The csv files are generated for each binary threshold. All of them includes 102 mses which are FLAIR-MPRAGE image pairs. The average Dice Coefficient (DC), Sensitivity (SE) and Specificity (SP) among these mses were calculated.

### B. 
The next step a script that would run LST’s LGA on a given FLAIR-T1 image pair while iterating through its one parameter, initial threshold was run. The multiple lesion probability maps created would then be analyzed using LST’s provided tool for determining the optimum threshold to evaluate which initial threshold will create a map that requires the least amount of manual edits. The LGA iteration for initial threshold (kappa) increment of 0.05 was run in PBR. 5 test mses (mse3727, mse4413, mse4482, mse4739, mse4754) were run and outputs were calculated using previous code with binary threshold set to 0.3. The code is shown below:

In [None]:
__author__ = 'sf713420'
from nipype.interfaces.base import (BaseInterface, TraitedSpec, traits, File,
                                    OutputMultiPath, BaseInterfaceInputSpec,
                                    isdefined, InputMultiPath)

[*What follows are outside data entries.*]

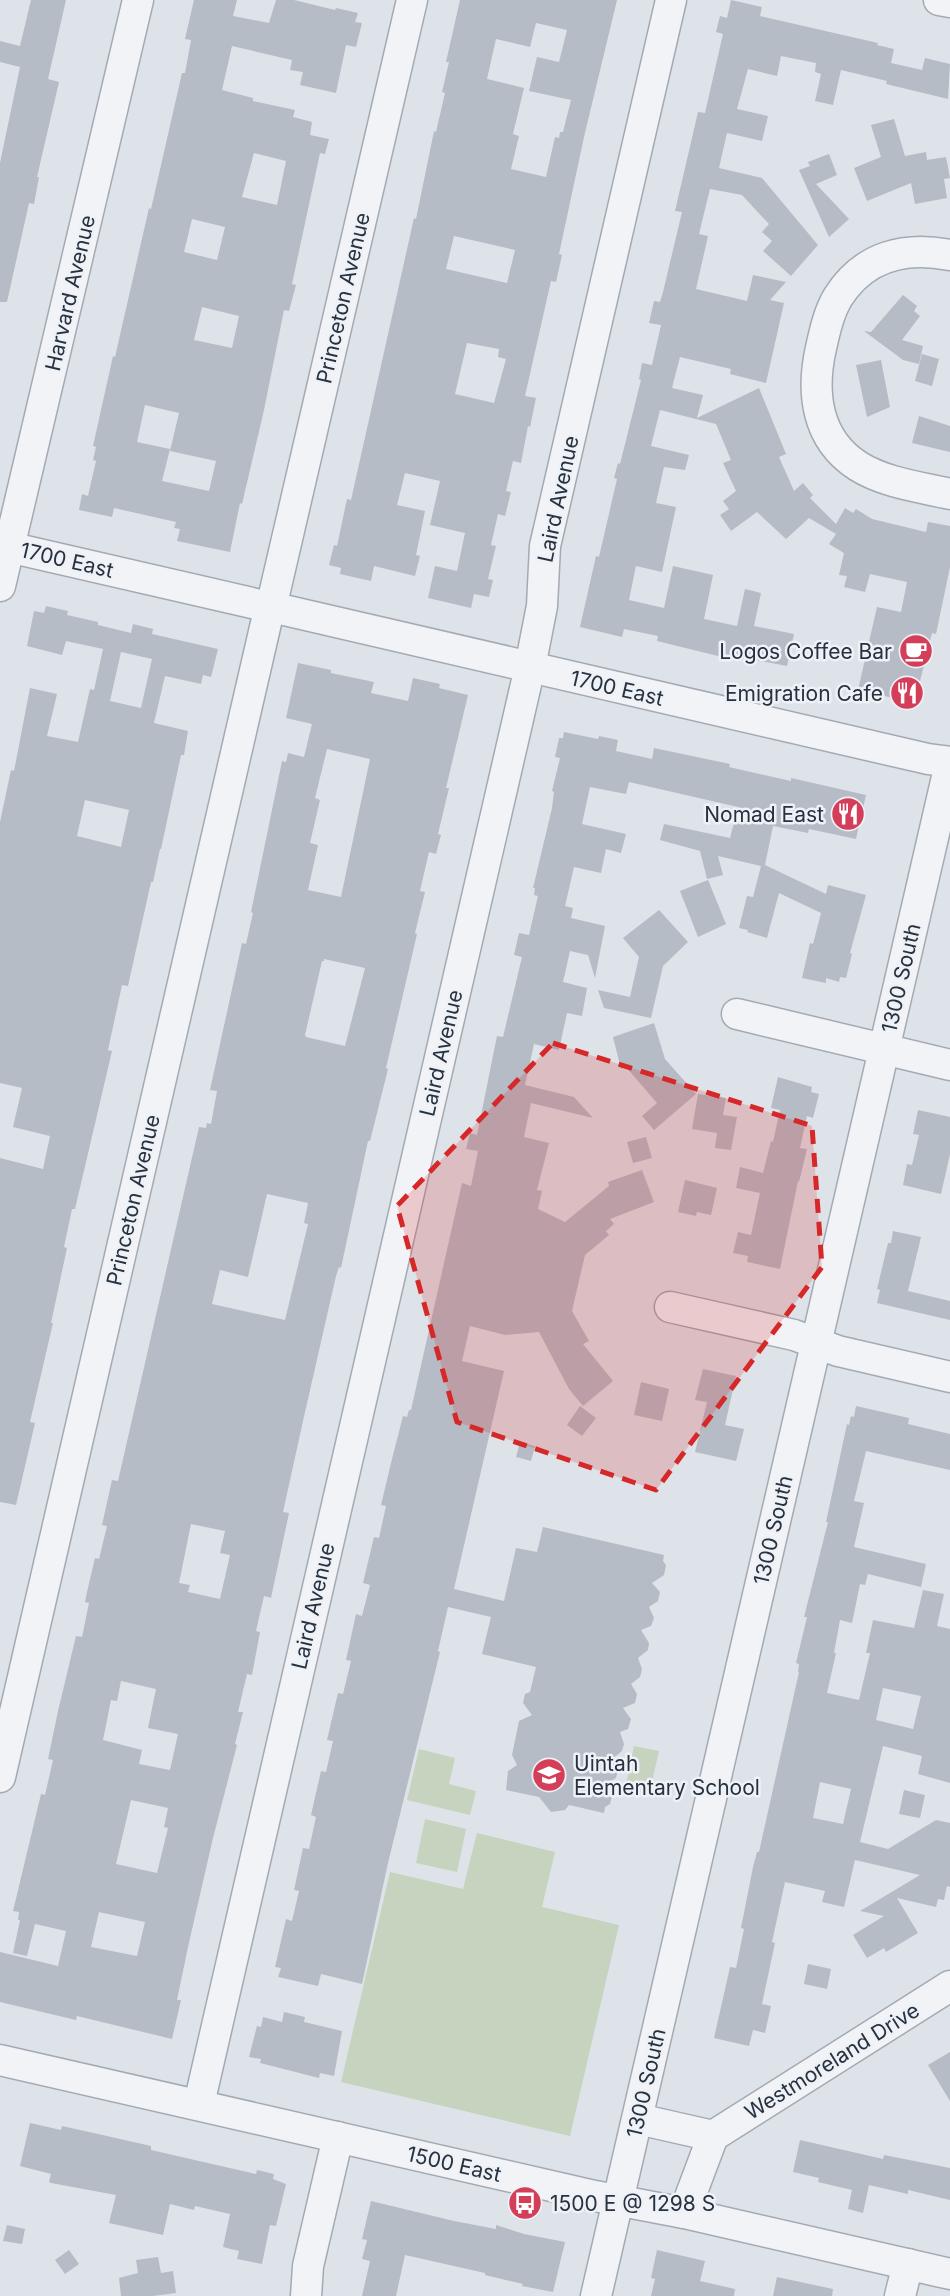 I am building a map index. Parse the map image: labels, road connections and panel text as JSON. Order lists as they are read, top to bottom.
{
  "streets": {
    "street": [
      "Harvard Avenue",
      "Princeton Avenue",
      "Laird Avenue",
      "1700 East",
      "1300 South",
      "Westmoreland Drive",
      "1500 East"
    ]
  },
  "crossings": [
    ["Harvard Avenue", "1700 East"],
    ["Princeton Avenue", "1700 East"],
    ["Laird Avenue", "1700 East"],
    ["Laird Avenue", "1500 East"],
    ["1700 East", "1300 South"],
    ["1300 South", "1500 East"]
  ],
  "places": {
    "cafe": ["Logos Coffee Bar"],
    "restaurant": ["Emigration Cafe", "Nomad East"],
    "school or university": ["Uintah Elementary School"],
    "bus stop": ["1500 E @ 1298 S"]
  }
}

from ...config import config
from glob import glob
import os
from ...base import register_workflow, PBRBaseInputSpec, PBRBaseInterface
from nipype.interfaces.spm.base import SPMCommand, SPMCommandInputSpec

class LGAInputSpec(SPMCommandInputSpec):
    t1_files = traits.List(File(exists=True), field="lga.data_T1")
    flair_files = traits.List(File(exists=True), field="lga.data_F2")
    kappa = traits.Float(0.3, field="lga.opts_lga.initial", usedefault=True)
    maxiter = traits.Int(50, field="lga.opts_lga.maxiter", usedefault=True)
    phi = traits.Float(1.0, field="lga.opts_lga.mrf", usedefault=True)
    html_report = traits.Bool(0, field="lga.html_report", usedefault=True)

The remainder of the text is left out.